A special issue of Viruses (ISSN 1999-4915). This special issue belongs to the section "Viral Immunology, Vaccines, and Antivirals".

Deadline for manuscript submissions: 15 July 2025 | Viewed by 440

Special Issue Editor

Dr. Chiara Bertagnin

E-Mail Website
Guest Editor
Department of Molecular Medicine, University of Padua, Via A. Gabelli 63, 35121 Padua, Italy
Interests: small-molecule inhibitors; protein–protein interaction inhibitors; antiviral discovery; emerging viruses
Special Issues, Collections and Topics in MDPI journals

Special Issue Information

Dear Colleagues,

Viral diseases still represent a terrible threat to public health due to the continuous emergence and re-emergence of different viruses that might cause epidemics or pandemics, as we recently experienced with SARS-COV-2. Despite many research efforts, many viral diseases still suffer from a lack of therapeutic measures.

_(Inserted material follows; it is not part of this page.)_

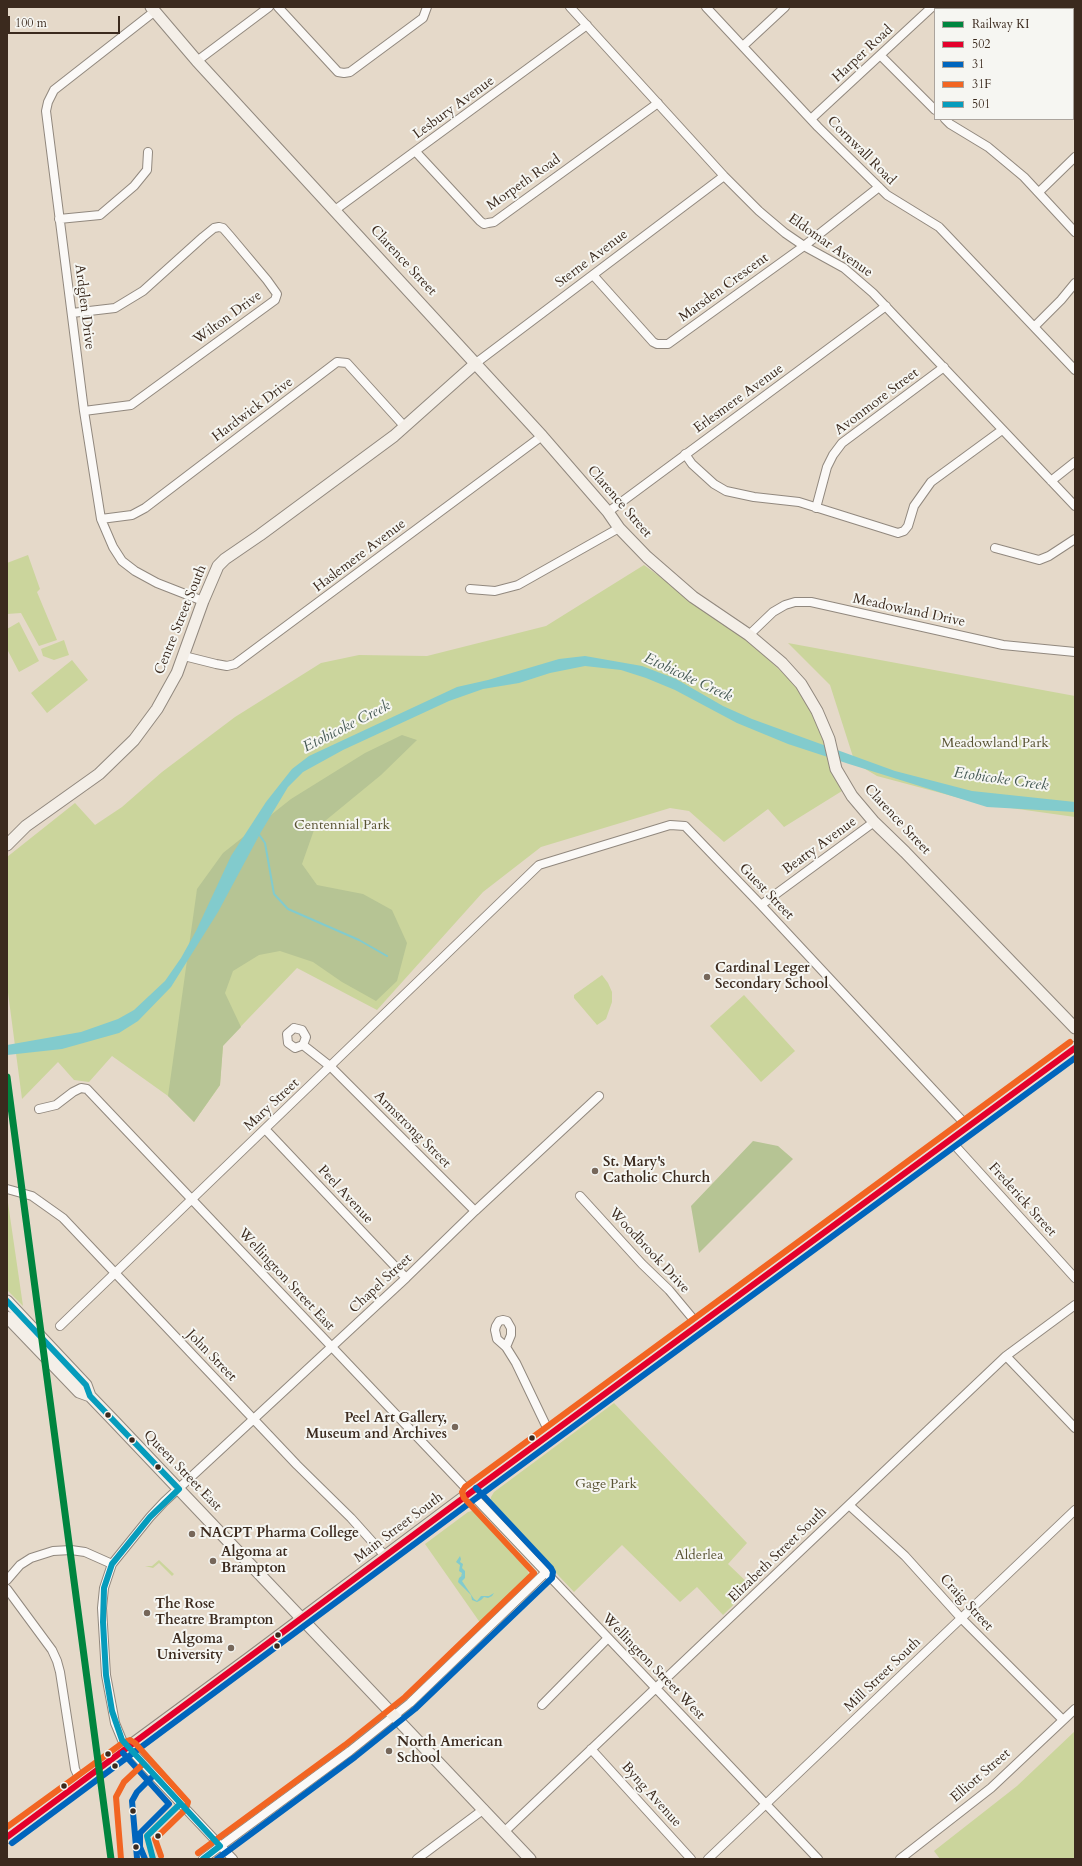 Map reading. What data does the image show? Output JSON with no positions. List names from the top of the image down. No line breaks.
{"streets":{"main road":["Main Street South"],"street":["Harper Road","Lesbury Avenue","Cornwall Road","Morpeth Road","Eldomar Avenue","Sterne Avenue","Clarence Street","Marsden Crescent","Ardglen Drive","Wilton Drive","Erlesmere Avenue","Avonmore Street","Hardwick Drive","Haslemere Avenue","Meadowland Drive","Centre Street South","Beatty Avenue","Guest Street","Mary Street","Armstrong Street","Peel Avenue","Frederick Street","Woodbrook Drive","Wellington Street East","Chapel Street","John Street","Queen Street East","Elizabeth Street South","Craig Street","Wellington Street West","Mill Street South","Elliott Street","Byng Avenue"]},"crossings":[["Harper Road","Cornwall Road"],["Lesbury Avenue","Morpeth Road"],["Lesbury Avenue","Eldomar Avenue"],["Lesbury Avenue","Clarence Street"],["Cornwall Road","Marsden Crescent"],["Morpeth Road","Eldomar Avenue"],["Eldomar Avenue","Sterne Avenue"],["Eldomar Avenue","Marsden Crescent"],["Eldomar Avenue","Erlesmere Avenue"],["Eldomar Avenue","Avonmore Street"],["Sterne Avenue","Clarence Street"],["Sterne Avenue","Marsden Crescent"],["Sterne Avenue","Centre Street South"],["Clarence Street","Ardglen Drive"],["Clarence Street","Erlesmere Avenue"],["Clarence Street","Haslemere Avenue"],["Clarence Street","Meadowland Drive"],["Clarence Street","Centre Street South"],["Clarence Street","Beatty Avenue"],["Ardglen Drive","Wilton Drive"],["Ardglen Drive","Hardwick Drive"],["Ardglen Drive","Centre Street South"],["Hardwick Drive","Centre Street South"],["Haslemere Avenue","Centre Street South"],["Beatty Avenue","Guest Street"],["Guest Street","Mary Street"],["Guest Street","Main Street South"],["Mary Street","Armstrong Street"],["Mary Street","Peel Avenue"],["Mary Street","Wellington Street East"],["Mary Street","John Street"],["Armstrong Street","Chapel Street"],["Peel Avenue","Chapel Street"],["Frederick Street","Main Street South"],["Woodbrook Drive","Main Street South"],["Wellington Street East","Chapel Street"],["Wellington Street East","Main Street South"],["Wellington Street East","Wellington Street West"],["Chapel Street","John Street"],["Chapel Street","Queen Street East"],["John Street","Main Street South"],["Queen Street East","Main Street South"],["Queen Street East","Elizabeth Street South"],["Main Street South","Wellington Street West"],["Elizabeth Street South","Craig Street"],["Elizabeth Street South","Wellington Street West"],["Elizabeth Street South","Byng Avenue"],["Craig Street","Mill Street South"],["Craig Street","Elliott Street"],["Wellington Street West","Mill Street South"]],"water":["Etobicoke Creek"],"parks":["Meadowland Park","Centennial Park","Gage Park","Alderlea"],"places":["Cardinal Leger Secondary School","St. Mary's Catholic Church","Peel Art Gallery, Museum and Archives","NACPT Pharma College","Algoma at Brampton","The Rose Theatre Brampton","Algoma University","North American School"],"lines":["transit line 31F","transit line 502","transit line 31","rail line KI","transit line 501"],"legend":["Railway KI","502","31","31F","501"],"scale_bar":"100 m"}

Small-molecule inhibitors represent a potent tool in this scenario, as they can be designed to target and inhibit specific viral proteins, receptors, or enzymes involved in infectious processes. Such compounds usually have a molecular weight lower than 1000-1500 Da, allowing them to easily penetrate the cell membrane and thus target also intracellular components. The development of small-molecule antivirals is an important field of research that is continuously growing, thanks to the advances in medicinal chemistry and targeted screening strategies and the increasing availability of compounds’ virtual libraries.

For this Special Issue of Viruses, authors are encouraged to submit their latest findings and results on the characterization of small-molecule antivirals as original research papers. Presented data may include in vitro and in vivo or translational studies. Reviews summarizing the existing body of literature in this field are also welcome.

Dr. Chiara Bertagnin
Guest Editor

Manuscript Submission Information

Manuscripts should be submitted online at www.mdpi.com by registering and logging in to this website. Once you are registered, click here to go to the submission form. Manuscripts can be submitted until the deadline. All submissions that pass pre-check are peer-reviewed. Accepted papers will be published continuously in the journal (as soon as accepted) and will be listed together on the special issue website. Research articles, review articles as well as short communications are invited. For planned papers, a title and short abstract (about 100 words) can be sent to the Editorial Office for announcement on this website.

Submitted manuscripts should not have been published previously, nor be under consideration for publication elsewhere (except conference proceedings papers). All manuscripts are thoroughly refereed through a single-blind peer-review process. A guide for authors and other relevant information for submission of manuscripts is available on the Instructions for Authors page. Viruses is an international peer-reviewed open access monthly journal published by MDPI.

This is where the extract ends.